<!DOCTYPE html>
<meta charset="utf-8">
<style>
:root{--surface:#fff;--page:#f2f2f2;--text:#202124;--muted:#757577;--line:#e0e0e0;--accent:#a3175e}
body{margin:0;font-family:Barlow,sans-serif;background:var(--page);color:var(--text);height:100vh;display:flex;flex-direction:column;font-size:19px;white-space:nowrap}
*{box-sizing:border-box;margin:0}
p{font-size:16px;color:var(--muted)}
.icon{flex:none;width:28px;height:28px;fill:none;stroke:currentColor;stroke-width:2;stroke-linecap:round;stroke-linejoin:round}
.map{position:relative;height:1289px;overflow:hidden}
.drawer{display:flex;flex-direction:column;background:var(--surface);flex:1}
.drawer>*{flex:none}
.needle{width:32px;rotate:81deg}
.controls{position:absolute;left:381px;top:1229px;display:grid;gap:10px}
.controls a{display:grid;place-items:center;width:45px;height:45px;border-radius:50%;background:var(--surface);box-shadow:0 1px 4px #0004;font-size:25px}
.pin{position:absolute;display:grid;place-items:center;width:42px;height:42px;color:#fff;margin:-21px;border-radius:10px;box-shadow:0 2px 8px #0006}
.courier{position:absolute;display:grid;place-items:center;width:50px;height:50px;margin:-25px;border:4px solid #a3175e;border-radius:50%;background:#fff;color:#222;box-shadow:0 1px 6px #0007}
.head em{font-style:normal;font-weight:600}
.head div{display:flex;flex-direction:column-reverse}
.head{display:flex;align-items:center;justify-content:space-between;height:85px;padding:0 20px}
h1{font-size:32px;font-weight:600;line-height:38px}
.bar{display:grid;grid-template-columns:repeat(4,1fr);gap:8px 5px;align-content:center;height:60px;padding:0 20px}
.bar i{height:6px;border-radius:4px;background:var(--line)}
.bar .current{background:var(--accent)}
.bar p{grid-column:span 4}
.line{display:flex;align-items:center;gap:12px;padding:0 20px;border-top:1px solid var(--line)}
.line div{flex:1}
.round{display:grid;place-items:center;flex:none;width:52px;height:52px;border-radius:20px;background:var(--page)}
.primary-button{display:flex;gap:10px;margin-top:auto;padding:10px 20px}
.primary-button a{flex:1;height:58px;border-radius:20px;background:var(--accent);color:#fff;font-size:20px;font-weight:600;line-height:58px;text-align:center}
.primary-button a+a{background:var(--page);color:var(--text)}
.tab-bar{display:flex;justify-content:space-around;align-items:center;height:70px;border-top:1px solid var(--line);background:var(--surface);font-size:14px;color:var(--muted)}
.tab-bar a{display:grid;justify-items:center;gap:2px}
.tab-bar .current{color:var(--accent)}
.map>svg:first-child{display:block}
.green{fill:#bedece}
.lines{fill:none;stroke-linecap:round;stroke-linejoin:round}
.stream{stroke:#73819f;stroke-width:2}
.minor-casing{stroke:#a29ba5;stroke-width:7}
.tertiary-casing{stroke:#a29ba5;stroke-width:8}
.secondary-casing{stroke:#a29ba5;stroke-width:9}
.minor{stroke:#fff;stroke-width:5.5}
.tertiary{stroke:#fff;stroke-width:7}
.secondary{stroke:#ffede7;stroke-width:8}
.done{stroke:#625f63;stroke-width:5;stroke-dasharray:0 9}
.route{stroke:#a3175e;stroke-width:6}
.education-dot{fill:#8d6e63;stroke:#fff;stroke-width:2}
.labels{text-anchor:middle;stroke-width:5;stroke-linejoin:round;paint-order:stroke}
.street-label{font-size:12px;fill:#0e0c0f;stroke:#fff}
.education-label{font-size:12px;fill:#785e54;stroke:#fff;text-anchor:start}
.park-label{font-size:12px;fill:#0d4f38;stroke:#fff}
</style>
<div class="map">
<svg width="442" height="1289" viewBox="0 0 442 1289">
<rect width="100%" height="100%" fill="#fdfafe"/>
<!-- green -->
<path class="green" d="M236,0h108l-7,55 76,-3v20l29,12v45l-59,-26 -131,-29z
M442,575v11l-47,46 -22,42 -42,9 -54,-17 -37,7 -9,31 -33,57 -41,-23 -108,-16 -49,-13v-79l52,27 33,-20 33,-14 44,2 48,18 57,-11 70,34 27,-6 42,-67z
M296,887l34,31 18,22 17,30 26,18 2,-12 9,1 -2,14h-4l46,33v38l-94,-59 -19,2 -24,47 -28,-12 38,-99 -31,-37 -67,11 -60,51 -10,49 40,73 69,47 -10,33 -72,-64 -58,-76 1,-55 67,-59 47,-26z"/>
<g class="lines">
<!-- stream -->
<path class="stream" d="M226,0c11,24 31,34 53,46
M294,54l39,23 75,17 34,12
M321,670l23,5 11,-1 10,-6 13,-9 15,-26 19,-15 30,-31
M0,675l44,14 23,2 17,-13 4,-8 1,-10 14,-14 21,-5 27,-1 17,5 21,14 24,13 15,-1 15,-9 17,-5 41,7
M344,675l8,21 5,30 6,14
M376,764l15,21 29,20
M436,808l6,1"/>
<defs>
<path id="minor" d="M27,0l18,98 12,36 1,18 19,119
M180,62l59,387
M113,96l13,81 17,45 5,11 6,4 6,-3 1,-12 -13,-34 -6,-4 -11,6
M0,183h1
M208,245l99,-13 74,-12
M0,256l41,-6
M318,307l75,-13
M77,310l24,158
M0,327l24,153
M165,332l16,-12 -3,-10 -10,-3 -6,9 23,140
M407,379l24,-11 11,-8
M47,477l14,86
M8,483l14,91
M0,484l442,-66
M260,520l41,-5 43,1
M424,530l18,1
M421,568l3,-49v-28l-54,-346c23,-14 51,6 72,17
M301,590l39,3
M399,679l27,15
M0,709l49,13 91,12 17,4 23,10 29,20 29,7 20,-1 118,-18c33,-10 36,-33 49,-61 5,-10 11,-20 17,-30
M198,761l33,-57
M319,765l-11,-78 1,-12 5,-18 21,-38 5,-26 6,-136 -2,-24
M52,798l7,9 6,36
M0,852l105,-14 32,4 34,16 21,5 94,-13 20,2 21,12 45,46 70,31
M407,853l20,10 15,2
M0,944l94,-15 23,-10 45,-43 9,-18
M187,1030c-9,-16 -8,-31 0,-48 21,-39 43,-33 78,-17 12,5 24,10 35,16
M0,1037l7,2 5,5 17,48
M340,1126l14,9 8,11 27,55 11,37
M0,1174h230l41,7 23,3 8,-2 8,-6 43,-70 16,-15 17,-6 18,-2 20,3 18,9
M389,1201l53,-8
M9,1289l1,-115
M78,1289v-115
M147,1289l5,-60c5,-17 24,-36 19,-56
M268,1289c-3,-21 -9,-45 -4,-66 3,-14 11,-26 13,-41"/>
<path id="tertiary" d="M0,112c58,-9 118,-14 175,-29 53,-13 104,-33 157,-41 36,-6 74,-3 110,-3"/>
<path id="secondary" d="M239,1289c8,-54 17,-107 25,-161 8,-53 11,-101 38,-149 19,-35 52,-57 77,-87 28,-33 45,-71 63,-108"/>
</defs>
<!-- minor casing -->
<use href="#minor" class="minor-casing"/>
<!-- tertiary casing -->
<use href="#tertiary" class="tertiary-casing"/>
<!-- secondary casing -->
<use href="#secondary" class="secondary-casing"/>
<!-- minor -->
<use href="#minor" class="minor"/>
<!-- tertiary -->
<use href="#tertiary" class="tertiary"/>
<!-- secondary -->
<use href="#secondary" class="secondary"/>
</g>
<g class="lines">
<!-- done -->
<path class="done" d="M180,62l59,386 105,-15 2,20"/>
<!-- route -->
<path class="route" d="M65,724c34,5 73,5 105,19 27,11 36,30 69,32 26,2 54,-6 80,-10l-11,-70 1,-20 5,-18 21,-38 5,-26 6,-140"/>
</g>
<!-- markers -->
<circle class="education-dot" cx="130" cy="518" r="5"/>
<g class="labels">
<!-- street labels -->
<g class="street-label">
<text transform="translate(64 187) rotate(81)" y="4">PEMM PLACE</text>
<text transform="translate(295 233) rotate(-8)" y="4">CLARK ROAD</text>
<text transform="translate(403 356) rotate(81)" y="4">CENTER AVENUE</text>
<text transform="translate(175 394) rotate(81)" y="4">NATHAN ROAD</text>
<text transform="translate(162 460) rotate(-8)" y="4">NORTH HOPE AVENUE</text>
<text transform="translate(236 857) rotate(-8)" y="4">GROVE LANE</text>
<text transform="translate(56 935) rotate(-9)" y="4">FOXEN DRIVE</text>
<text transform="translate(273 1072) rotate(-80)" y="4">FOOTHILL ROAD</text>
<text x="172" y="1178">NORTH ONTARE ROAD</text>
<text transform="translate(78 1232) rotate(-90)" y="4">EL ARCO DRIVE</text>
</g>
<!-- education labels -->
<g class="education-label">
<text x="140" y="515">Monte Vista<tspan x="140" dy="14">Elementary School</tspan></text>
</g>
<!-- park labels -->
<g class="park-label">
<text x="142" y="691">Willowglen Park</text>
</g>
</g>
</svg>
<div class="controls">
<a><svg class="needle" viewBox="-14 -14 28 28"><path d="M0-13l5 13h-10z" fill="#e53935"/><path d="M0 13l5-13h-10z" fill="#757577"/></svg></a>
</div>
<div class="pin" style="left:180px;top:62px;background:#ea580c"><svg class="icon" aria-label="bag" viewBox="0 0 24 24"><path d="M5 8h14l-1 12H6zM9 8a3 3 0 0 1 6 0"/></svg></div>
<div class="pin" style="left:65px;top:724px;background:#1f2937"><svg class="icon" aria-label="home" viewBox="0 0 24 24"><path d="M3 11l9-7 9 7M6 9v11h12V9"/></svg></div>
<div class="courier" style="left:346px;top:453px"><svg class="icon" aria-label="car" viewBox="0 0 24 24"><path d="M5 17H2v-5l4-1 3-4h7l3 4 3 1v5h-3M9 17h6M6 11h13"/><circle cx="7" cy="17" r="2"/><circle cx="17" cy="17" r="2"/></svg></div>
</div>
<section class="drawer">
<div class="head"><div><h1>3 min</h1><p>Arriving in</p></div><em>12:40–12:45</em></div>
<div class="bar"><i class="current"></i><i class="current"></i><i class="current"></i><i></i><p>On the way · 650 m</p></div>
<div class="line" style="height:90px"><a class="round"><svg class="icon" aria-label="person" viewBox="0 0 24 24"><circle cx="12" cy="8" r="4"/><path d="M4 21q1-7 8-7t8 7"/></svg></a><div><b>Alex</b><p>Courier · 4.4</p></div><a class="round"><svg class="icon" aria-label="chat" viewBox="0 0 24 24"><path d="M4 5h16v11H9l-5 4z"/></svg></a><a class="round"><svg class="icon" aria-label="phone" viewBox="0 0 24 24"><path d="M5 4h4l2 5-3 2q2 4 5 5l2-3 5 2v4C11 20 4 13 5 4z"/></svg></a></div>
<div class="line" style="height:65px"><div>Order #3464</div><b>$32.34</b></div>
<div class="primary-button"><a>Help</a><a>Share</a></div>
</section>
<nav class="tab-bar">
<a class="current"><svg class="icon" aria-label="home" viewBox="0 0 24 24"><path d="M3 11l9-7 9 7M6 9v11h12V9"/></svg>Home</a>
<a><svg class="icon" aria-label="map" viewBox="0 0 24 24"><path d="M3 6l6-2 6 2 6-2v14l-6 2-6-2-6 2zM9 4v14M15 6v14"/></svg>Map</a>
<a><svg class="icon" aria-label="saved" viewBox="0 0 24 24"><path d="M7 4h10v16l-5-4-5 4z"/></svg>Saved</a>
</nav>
============================================================
Task goal – Where a line in the entries holds "head", copy that line.

Exercise output –
.head em{font-style:normal;font-weight:600}
.head div{display:flex;flex-direction:column-reverse}
.head{display:flex;align-items:center;justify-content:space-between;height:85px;padding:0 20px}
<div class="head"><div><h1>3 min</h1><p>Arriving in</p></div><em>12:40–12:45</em></div>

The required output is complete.